Glezos, a Syriza member of the European Parliament, is not seen as a party heavyweight. But he commands moral authority: As a young man under the World War Two occupation, he scaled the Acropolis to rip down a Nazi flag under the noses of German guards and hoist the Greek flag, making him a national hero.
In response, a government official said Glezos "may not be well informed on the tough and laborious negotiation which is continuing.”
Meanwhile, Finance Minister Yanis Varoufakis said the reform promises made as a part of Friday’s agreement would be ready on Sunday and submitted. "We are very confident that the list is going to be approved by the institutions and therefore we are embarking upon a new phase of stabilization and growth," he told reporters late on Saturday.
A government official said the reforms would include a crackdown on tax evasion and corruption.
The Brussels deal opens the possibility of lowering a target for the Greek primary budget surplus, which excludes debt repayments, freeing up some funds to help ease the effects of 25 percent unemployment and pension cuts. It also avoids some language that has inflamed many Greeks, angered by four years of austerity demanded by foreign creditors.
The so-called “troika” of inspectors, which monitors compliance with Greek bailout undertakings, is now referred to as "the three institutions.”

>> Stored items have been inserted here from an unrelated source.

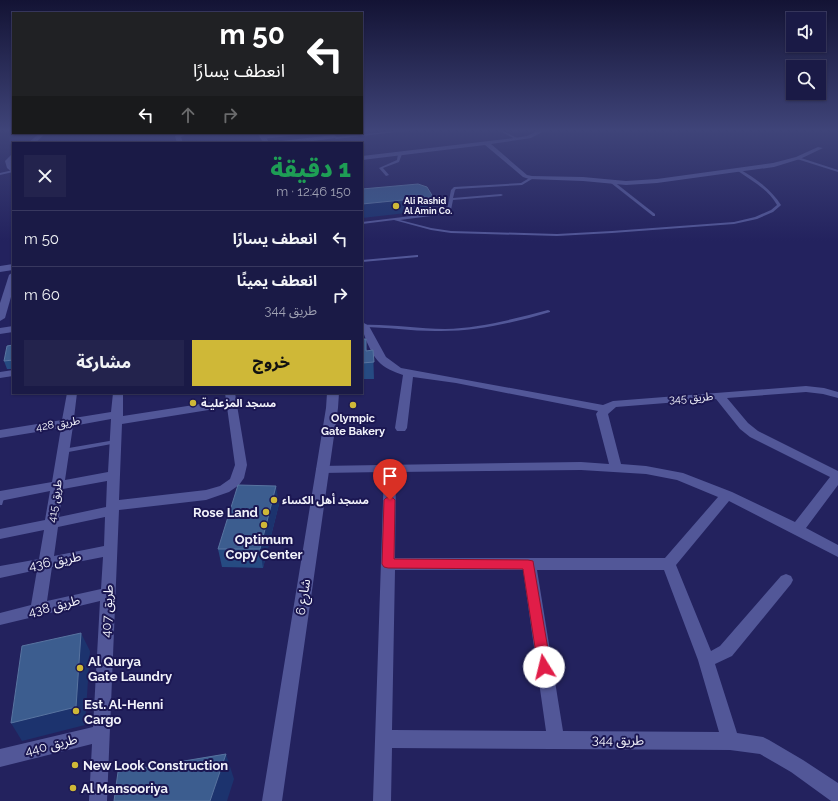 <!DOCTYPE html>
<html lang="ar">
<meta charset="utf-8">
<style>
:root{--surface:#1a1a46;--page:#23234d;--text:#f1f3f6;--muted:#9fa1b3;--line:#38385f;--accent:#cfb837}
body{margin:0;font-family:Raleway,"Noto Sans Arabic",sans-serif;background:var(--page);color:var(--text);direction:rtl;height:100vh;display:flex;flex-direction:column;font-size:15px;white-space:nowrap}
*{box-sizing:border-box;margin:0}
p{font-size:13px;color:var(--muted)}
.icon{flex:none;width:22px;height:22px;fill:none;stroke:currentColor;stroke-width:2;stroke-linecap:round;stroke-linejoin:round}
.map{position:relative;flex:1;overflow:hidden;direction:ltr}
.details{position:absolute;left:12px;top:142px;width:351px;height:252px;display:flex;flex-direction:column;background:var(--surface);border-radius:0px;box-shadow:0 1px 3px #0004,0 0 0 1px var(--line);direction:rtl}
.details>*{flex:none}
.banner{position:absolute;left:12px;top:12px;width:351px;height:122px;border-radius:0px;box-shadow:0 1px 3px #0004,0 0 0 1px var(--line);direction:rtl;background:#202124;color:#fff;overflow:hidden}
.tools{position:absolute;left:786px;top:12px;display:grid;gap:8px}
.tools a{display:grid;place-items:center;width:40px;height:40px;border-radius:0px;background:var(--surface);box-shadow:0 1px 3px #0004,0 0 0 1px var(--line);font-size:20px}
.pin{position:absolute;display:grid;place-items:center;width:34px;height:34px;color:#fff;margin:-41px -17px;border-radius:50% 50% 50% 0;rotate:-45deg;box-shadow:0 0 4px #0007}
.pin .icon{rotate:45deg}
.me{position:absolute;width:44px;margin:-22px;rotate:351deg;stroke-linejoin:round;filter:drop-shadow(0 0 3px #0008)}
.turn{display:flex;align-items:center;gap:14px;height:84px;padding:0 12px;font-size:18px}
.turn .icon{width:52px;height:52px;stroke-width:2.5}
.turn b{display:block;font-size:28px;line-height:34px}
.lanes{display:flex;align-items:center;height:38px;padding:0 12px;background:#0003;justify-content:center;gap:20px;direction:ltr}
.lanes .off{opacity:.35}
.round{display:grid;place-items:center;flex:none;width:42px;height:42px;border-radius:0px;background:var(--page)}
.headline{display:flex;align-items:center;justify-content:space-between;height:68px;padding:0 12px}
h1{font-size:24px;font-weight:800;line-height:30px;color:#1e9e55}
.button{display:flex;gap:8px;margin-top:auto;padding:8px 12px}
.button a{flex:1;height:46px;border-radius:0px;background:var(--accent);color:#111;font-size:16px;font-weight:800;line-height:46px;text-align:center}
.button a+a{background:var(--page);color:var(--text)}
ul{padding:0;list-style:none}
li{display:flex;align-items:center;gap:12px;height:56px;padding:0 12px;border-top:1px solid var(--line)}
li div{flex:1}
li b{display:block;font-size:15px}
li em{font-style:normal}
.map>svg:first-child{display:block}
</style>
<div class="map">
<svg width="838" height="801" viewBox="0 0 838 801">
<rect width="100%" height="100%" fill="#23225e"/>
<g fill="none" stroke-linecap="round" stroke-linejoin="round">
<g fill="#525798" fill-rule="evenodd">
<path d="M413,129H422L336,139L335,138L336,137Z"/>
<path d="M496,129H499L519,139L517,140Z"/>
<path d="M400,153L402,154L399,162L383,168L389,175L386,176L379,168L397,160L398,154Z"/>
<path d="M798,157L838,170V172L797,159L796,158Z"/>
<path d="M739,169C754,177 772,190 781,205L780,206L773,212L757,219L734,224L612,233L557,236L451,233L431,230L394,220L362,224V222L444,212L447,210L451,190L454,187L521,183L531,177H532V179L522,185L456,189L455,190L453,198L501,194L503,195L501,196L453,200L451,210L446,214L400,220L431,228L451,231L557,234L612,231L734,222L755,217L771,210L777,205C768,189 752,181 738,171L737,170Z"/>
<path d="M13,170V172L0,175V173Z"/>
<path d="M611,181H613L655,214V216H653L611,183Z"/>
<path d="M417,255H418V257L362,262V260Z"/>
<path d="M548,310L550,311V312C513,323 474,332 435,331C411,331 387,327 362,327V325C390,324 417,329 445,329C480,328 514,319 548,310Z"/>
<path d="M115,440L117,441L118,442L117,443L63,453L60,451L63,449Z"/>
<path d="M0,493H4L5,495L2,505H0Z"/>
</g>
<g fill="#525798" fill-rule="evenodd">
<path d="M541,129H548L531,138L491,144L527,175L532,176L583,177L626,181L657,179L773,163L796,157L818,147L823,148L800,159L774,167L657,183L626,185L583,181L529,179L523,177L485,145L362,160V156L514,138L527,136Z"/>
<path d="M40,133H46L35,143H28Z"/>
<path d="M181,133H189L181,137L183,143H177L175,136Z"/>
<path d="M282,133H301L298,135L262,139L259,137L262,135Z"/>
<path d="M334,135L337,137L336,138L297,143H278L281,141Z"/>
<path d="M69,141L74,142L75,143H66Z"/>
<path d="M13,153V159L11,161L13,173L7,168L5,161Z"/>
<path d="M13,264V270L0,272V266Z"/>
<path d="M13,272V290L5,318L0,321V303L9,275Z"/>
<path d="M364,323L369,326L386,357L401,368L603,405L613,401L806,386L824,388L838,392V398L823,394L806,392L727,398L748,423L758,431L838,471V485L806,528L838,545V557L729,501L676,565L711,651L720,646L781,576L786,574L791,576L793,580L791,584L732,656L715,664L737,733L763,737L769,740L803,760L838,783V801H831L791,772L760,754L730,750L392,748L391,801H373L384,472L322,473L318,472L316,469L318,466L581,462L609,464L596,414L598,411L456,383L413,377L407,428L405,431H397L395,428L403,375C394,372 384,368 378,361C371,353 362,333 362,324ZM716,399L740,429L750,437L830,477L795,522L732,492L683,473L646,466L621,464L608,414L616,407ZM581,470L646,474L677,480L718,497L665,558H395L396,472ZM395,570H523L546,731L392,730ZM537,570H664L698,660L719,732L563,731Z"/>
<path d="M13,326V332L0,334V328Z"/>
<path d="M13,370V376L0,378V372Z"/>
<path d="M67,393H77L74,418L111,412L113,393H123V416L226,400L225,393H235L247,465L244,478L239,485L229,492L206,500L119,510L107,801H89L92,744L0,767V749L93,727L100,601L0,625V613L31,605L37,570L0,578V566L39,559L44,530L0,539V529L45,520L50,491L0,501V491L52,482L61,428L0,438V430L62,420ZM227,407L235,465L230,479L220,486L206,490L119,500L122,424ZM111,419L108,472L65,480L73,426ZM107,481L106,507L59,517L63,489ZM105,517L104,546L54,556L58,527ZM103,557L101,589L47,601L52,567Z"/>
</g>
<g fill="#525798" fill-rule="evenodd">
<path d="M258,133H264L269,143H263Z"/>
<path d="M327,393H339L338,408L282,801H262L326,408Z"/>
</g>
</g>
<g fill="#264b82">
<path d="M362,339L367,351L373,350L374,379H362Z"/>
<path d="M13,345V369H7L4,361Z"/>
<path d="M279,504L263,568L222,567L218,549Z"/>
</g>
<g fill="#1c336e">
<path d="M433,197V210L362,218V204Z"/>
<path d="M276,486L279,504L263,568L260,549Z"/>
<path d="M81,633L90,651L85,725L22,741L11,723Z"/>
<path d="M226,754L234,779L227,801H210Z"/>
</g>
<g fill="#3c5d8f" stroke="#5874a0">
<path d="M418,184L427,187L433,197L362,204V189Z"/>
<path d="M362,339H366V351L373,350L374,362L362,363Z"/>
<path d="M13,345V360L4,361L7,346Z"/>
<path d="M238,485L276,486L260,549H218Z"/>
<path d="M81,633L76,707L11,723L22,646Z"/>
<path d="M226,754L210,801H114L118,772Z"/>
</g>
<linearGradient id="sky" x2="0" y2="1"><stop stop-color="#131334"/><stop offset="0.54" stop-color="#3f4479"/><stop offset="1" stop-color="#3f4479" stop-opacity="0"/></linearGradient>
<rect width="838" height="241" fill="url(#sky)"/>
<path fill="#e11d48" stroke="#92132f" d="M390,497L393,498L395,500L394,559L528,560L533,561L551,667L549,671L544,673L540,671L538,667L523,569L388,568L384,567L382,564L384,500L386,498Z"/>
<g fill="#cfb837" stroke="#1b1752" stroke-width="1.5">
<circle cx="396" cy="206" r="4"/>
<circle cx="193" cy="403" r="4"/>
<circle cx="353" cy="405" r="4"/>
<circle cx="274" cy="500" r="4"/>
<circle cx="266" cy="512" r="4"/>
<circle cx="264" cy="525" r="4"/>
<circle cx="80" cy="668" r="4"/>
<circle cx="76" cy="711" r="4"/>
<circle cx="75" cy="765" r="4"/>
<circle cx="73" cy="788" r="4"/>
</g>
<g text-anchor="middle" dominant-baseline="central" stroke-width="4" stroke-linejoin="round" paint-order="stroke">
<g font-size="9" font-weight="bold" fill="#f1f2fa" stroke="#1b1752" text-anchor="start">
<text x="404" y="201">Ali Rashid<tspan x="404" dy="10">Al Amin Co.</tspan></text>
</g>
<g font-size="11" fill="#f1f2fa" stroke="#1b1752">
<text transform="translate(691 398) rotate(-4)">طريق 345</text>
<text transform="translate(58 424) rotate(-9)">طريق 428</text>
<text transform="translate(55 501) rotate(-81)">طريق 415</text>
</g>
<g font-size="11" font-weight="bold" fill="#f1f2fa" stroke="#1b1752" text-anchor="start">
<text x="201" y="403">مسجد المزعليـة</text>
<text x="353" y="418" text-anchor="middle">Olympic<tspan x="353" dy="13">Gate Bakery</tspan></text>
<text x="282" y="500">مسجد أهل الكساء</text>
</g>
<g font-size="13" font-weight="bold" fill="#f1f2fa" stroke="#1b1752" text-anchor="start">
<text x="258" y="512" text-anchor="end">Rose Land</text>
<text x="264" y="539" text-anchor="middle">Optimum<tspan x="264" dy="15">Copy Center</tspan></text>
<text x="88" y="661">Al Qurya<tspan x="88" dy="15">Gate Laundry</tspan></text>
<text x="84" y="704">Est. Al-Henni<tspan x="84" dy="15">Cargo</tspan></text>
<text x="83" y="765">New Look Construction</text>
<text x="81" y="788">Al Mansooriya</text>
</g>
<g font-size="13" fill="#f1f2fa" stroke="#1b1752">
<text transform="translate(55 561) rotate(-11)">طريق 436</text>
<text transform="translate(303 597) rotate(-81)">شارع 6</text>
<text transform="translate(54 606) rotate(-14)">طريق 438</text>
<text transform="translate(107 611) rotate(-87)">طريق 407</text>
<text transform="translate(618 740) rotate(1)">طريق 344</text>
<text transform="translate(51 745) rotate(-14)">طريق 440</text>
</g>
</g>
</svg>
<div class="tools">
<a><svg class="icon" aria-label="sound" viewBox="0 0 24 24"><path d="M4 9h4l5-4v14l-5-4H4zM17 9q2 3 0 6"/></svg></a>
<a><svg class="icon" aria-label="search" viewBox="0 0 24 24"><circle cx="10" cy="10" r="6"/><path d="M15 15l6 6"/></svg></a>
</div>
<div class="pin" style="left:390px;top:500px;background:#d93025"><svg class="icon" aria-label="arrive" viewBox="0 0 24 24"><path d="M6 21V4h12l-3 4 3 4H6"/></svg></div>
<svg class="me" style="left:544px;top:667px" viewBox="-20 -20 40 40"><circle r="19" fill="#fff"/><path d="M0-13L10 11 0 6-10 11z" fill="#e11d48"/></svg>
<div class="banner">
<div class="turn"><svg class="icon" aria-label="left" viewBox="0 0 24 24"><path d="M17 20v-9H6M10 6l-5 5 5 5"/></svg><div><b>50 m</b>انعطف يسارًا</div></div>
<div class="lanes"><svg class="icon" aria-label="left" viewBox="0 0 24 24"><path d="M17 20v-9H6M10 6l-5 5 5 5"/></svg><svg class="icon off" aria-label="ahead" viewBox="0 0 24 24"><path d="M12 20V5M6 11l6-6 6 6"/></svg><svg class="icon off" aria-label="right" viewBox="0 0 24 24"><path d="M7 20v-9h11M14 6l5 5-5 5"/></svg></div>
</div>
<section class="details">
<div class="headline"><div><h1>1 دقيقة</h1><p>150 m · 12:46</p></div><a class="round"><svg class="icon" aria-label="close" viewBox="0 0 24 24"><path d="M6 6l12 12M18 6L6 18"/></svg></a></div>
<ul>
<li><svg class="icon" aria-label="left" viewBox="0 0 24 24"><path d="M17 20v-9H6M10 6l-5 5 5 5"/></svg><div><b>انعطف يسارًا</b></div><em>50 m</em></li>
<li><svg class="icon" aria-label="right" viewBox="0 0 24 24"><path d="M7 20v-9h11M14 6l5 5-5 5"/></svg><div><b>انعطف يمينًا</b><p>طريق 344</p></div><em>60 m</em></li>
</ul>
<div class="button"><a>خروج</a><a>مشاركة</a></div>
</section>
</div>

Tsipras declared Greece was "leaving austerity, the bailouts and the troika behind.” Nevertheless, "the three institutions" must still approve the government plans.
The opposition pounced on the apparent climb-down from promises that have raised expectations among Greeks. "No propaganda mechanism or pirouette can hide the simple fact that they lied to citizens and sold illusions," said Evangelos Venizelos, leader of the socialist PASOK party.
Venizelos was deputy prime minister in the last conservative-led coalition that succeeded in raising funds from financial markets with two bond issues last year. With the economy showing signs of growth after a depression that wiped a quarter off GDP, it had prepared to exit the bailout program but lost power to Syriza on Jan. 25.
Friday's agreement merely buys time for Greece to seek a long-term deal with the other eurozone members.
Tsipras needs to keep public support during that time, and the initial reaction in Greece appears to show support for Tsipras' Syriza party. Costas Panagopoulos, who heads the Alco polling firm, said there was relief that Greece would stay in the euro. Greeks might even accept Tsipras's change in language and assertions that the troika is no more, he said.
"It may sound odd but this could turn into political gains," he told Reuters.